§ What needs to be done: If a line in the records below contains the word "margin", copy it.

==== Data to use

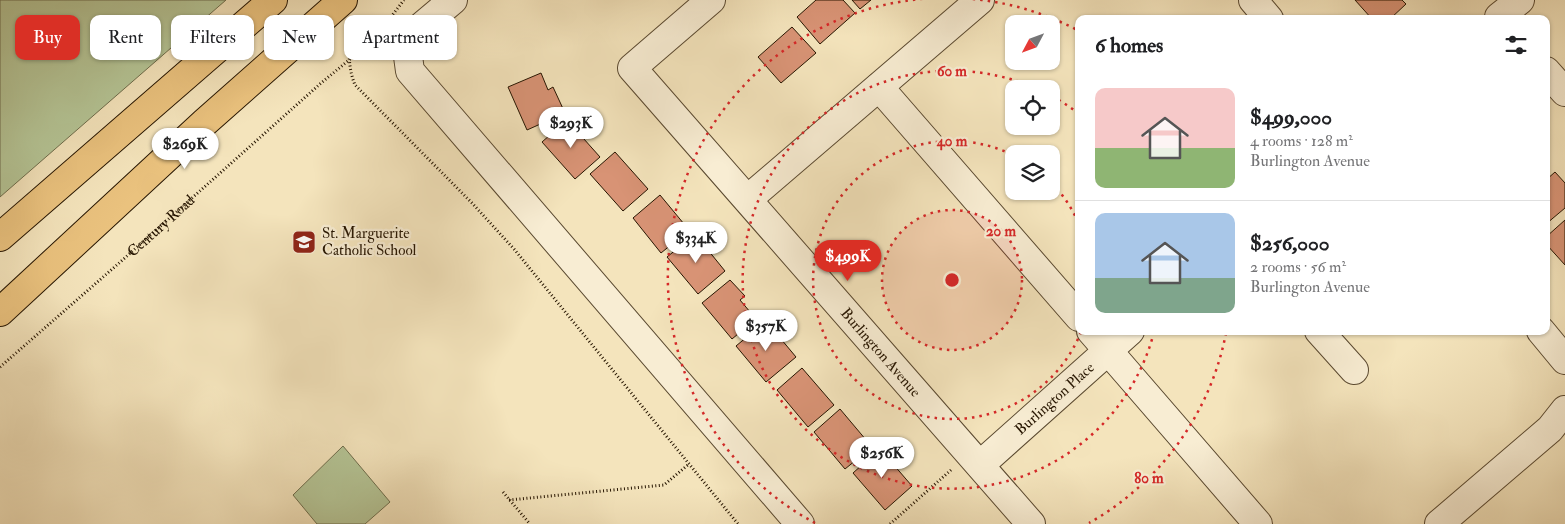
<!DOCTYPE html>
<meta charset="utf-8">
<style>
:root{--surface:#fff;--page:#f2f2f2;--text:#202124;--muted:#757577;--line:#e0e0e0;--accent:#d93025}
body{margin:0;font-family:"IM FELL Double Pica",serif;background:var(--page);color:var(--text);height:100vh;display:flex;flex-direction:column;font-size:19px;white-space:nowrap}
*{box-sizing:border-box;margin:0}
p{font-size:16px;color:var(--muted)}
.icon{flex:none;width:28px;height:28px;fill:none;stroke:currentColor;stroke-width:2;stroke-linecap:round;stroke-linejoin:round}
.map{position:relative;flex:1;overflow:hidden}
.panel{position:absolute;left:1075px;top:15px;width:475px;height:320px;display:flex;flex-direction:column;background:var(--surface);border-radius:10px;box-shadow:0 1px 4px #0004}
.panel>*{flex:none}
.top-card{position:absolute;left:15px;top:15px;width:475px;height:45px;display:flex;gap:10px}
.needle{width:32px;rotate:229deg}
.buttons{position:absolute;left:1005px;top:15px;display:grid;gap:10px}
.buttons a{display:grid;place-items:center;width:55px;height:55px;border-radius:10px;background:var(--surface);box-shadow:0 1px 4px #0004;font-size:25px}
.price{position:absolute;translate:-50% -42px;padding:0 11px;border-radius:18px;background:#fff;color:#222;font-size:16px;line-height:32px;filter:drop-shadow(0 1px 2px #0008)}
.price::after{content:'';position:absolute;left:50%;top:30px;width:15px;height:11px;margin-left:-8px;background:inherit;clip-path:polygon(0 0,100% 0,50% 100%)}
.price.current{background:var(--accent);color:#fff}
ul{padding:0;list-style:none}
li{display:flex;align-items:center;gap:15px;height:125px;padding:0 20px}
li+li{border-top:1px solid var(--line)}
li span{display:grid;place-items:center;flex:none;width:140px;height:100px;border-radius:10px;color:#555}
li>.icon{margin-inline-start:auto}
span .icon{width:60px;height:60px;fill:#fffc;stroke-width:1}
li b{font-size:21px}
h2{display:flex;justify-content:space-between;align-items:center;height:60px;padding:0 20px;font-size:21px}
.pill{padding:0 18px;border-radius:10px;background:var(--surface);box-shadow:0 1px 4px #0004;font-size:18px;line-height:45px}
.pill.current{background:var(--accent);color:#fff}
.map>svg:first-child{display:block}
.green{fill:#b5c596;stroke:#6e6d4c}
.building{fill:#d89375;stroke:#261501}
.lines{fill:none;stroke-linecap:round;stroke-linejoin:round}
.minor-casing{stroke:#5a4930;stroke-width:30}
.major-casing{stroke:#261501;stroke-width:30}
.path{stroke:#261501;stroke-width:3;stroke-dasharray:1 2.5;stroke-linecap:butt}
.minor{stroke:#f8edd3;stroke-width:28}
.major{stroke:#eac27e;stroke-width:28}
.ring{fill:none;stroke:#d62828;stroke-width:2.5;stroke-dasharray:2.5 5}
.labels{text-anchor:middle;stroke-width:4.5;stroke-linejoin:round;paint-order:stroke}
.street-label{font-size:15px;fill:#261501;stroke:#f8edd3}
.poi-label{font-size:15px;fill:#261501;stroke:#f8edd3;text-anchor:start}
.centre{fill:#d62828;stroke:#f8edd3;stroke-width:2.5}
.ring-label{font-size:15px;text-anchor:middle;font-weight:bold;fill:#d62828;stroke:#f8edd3;stroke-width:4.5;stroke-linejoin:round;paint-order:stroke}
</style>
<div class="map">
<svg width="1565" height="524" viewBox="0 0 1565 524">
<rect width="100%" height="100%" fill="#f4e4bc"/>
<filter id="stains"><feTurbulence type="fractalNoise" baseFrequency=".004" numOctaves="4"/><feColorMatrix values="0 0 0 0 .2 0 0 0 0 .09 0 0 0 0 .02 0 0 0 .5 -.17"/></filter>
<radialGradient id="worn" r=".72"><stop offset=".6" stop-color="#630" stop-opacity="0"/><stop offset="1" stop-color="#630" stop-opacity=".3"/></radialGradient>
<!-- green -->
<g class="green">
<path d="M0 0H226L0 197Z"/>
<path d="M343 446 390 502 365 524H317L293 495Z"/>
</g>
<!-- building -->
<g class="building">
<path d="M816 0H843L855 13 820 44 797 17Z"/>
<path d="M852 0H871L860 9Z"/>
<path d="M1355 0H1402L1406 4 1390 19H1372Z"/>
<path d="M792 27 816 53 781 83 758 57Z"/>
<path d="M541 73 548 90 553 87 565 113 527 130 508 87Z"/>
<path d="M567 120 600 157 575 179 542 142Z"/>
<path d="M615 152 648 189 623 211 590 174Z"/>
<path d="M1555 172 1565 183V208L1546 224V180Z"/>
<path d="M660 195 689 230 661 253 633 218Z"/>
<path d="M1565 220V265L1546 244V237Z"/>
<path d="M695 234 725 271 698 294 667 257Z"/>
<path d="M730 280 745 296 740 300 756 319 732 339 702 303Z"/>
<path d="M766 321 796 357 766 382 736 346Z"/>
<path d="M802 368 834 405 808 427 777 390Z"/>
<path d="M840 409 872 447 845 469 814 432Z"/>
<path d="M880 449 912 486 885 510 853 473Z"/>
</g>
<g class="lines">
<!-- minor casing -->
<g class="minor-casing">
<g id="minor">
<path d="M453 0 415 32 407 49 410 71 800 524"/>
<path id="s2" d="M711 0 632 68 1031 524"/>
<path d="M1253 0 1269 19"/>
<path d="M1499 17 1520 0"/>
<path d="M1546 71 1565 92"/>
<path d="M879 87 1079 317"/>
<path d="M748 199 980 0"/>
<path d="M1091 331 1258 524"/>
<path d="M1319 331 1354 370"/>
<path d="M1541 331 1565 360"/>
<path id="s3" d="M980 465 1130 331"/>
<path d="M1439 524 1550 429 1565 410"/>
</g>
</g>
<!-- major casing -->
<g class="major-casing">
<g id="major">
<path d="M0 237 273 0"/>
<path d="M0 312 204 123 343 0"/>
</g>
</g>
<!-- path -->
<g class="path">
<path d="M353 24C355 31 350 37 350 44 348 57 350 73 355 85L472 203 514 249 738 524"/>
<path id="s1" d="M0 367 118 264 320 84 373 40 404 0"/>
<path d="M503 492 530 524"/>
<path d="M509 500 664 485 689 464"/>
<path d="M890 524 951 470"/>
</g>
<!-- minor -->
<use href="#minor" class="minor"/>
<!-- major -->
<use href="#major" class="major"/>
</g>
<!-- distance rings -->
<circle cx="952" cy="280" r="70" fill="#d62828" fill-opacity=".12"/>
<g class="ring">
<circle cx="952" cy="280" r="70"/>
<path d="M1081 332A139 139 0 1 1 1013 155M1052 183A139 139 0 0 1 1078 222"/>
<path d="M1154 332A209 209 0 1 1 1035 88M1052 96A209 209 0 0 1 1078 113"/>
<path d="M1226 333A279 279 0 0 1 1089 523M815 523A279 279 0 0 1 1079 31"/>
</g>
<!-- icons -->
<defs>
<g id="school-square" transform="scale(1.25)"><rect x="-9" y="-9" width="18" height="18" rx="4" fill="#8f2418" stroke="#f8edd3"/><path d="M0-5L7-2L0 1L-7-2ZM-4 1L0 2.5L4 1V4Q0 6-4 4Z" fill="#fff"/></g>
</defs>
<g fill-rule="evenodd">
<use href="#school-square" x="304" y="242"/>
</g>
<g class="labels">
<!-- street labels -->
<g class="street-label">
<text dy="5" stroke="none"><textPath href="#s1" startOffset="214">Century Road</textPath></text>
<text dy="5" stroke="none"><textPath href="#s2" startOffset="482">Burlington Avenue</textPath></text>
<text dy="5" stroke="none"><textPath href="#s3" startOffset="100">Burlington Place</textPath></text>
</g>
<!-- poi labels -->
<g class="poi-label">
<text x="322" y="238">St. Marguerite<tspan x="322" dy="17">Catholic School</tspan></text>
</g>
</g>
<circle cx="952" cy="280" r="8" class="centre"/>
<g class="ring-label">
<text x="952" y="76">60 m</text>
<text x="952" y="146">40 m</text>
<text x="1001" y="236">20 m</text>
<text x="1149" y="483">80 m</text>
</g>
<rect width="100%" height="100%" filter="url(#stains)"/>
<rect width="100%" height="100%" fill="url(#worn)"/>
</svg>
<div class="buttons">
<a><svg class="needle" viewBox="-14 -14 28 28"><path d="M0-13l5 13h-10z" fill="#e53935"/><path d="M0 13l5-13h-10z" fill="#757577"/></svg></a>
<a><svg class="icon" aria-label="locate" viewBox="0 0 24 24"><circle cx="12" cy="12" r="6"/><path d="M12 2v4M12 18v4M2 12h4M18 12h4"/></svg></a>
<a><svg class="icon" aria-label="layers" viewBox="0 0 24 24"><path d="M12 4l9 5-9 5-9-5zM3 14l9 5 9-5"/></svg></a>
</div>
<b class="price" style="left:571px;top:149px">$293K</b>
<b class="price" style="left:185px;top:170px">$269K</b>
<b class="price" style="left:696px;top:264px">$334K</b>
<b class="price current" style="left:848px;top:282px">$499K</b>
<b class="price" style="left:766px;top:352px">$357K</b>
<b class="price" style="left:882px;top:479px">$256K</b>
<div class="top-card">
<a class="pill current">Buy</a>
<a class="pill">Rent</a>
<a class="pill">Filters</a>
<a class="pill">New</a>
<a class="pill">Apartment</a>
</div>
<section class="panel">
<h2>6 homes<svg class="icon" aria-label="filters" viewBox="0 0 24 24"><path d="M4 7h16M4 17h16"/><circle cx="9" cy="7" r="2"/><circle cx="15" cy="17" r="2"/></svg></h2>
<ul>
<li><span style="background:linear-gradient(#f6c9c9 60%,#8fb573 0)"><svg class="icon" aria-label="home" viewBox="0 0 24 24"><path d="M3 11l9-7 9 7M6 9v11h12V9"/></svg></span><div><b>$499,000</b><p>4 rooms · 128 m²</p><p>Burlington Avenue</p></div></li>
<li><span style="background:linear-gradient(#a9c7e8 65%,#7fa58c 0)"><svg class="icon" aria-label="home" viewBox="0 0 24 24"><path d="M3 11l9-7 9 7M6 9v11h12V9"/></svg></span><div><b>$256,000</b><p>2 rooms · 56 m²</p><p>Burlington Avenue</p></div></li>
</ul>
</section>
</div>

========

§ Answer to the exercise:
body{margin:0;font-family:"IM FELL Double Pica",serif;background:var(--page);color:var(--text);height:100vh;display:flex;flex-direction:column;font-size:19px;white-space:nowrap}
*{box-sizing:border-box;margin:0}
.price::after{content:'';position:absolute;left:50%;top:30px;width:15px;height:11px;margin-left:-8px;background:inherit;clip-path:polygon(0 0,100% 0,50% 100%)}
li>.icon{margin-inline-start:auto}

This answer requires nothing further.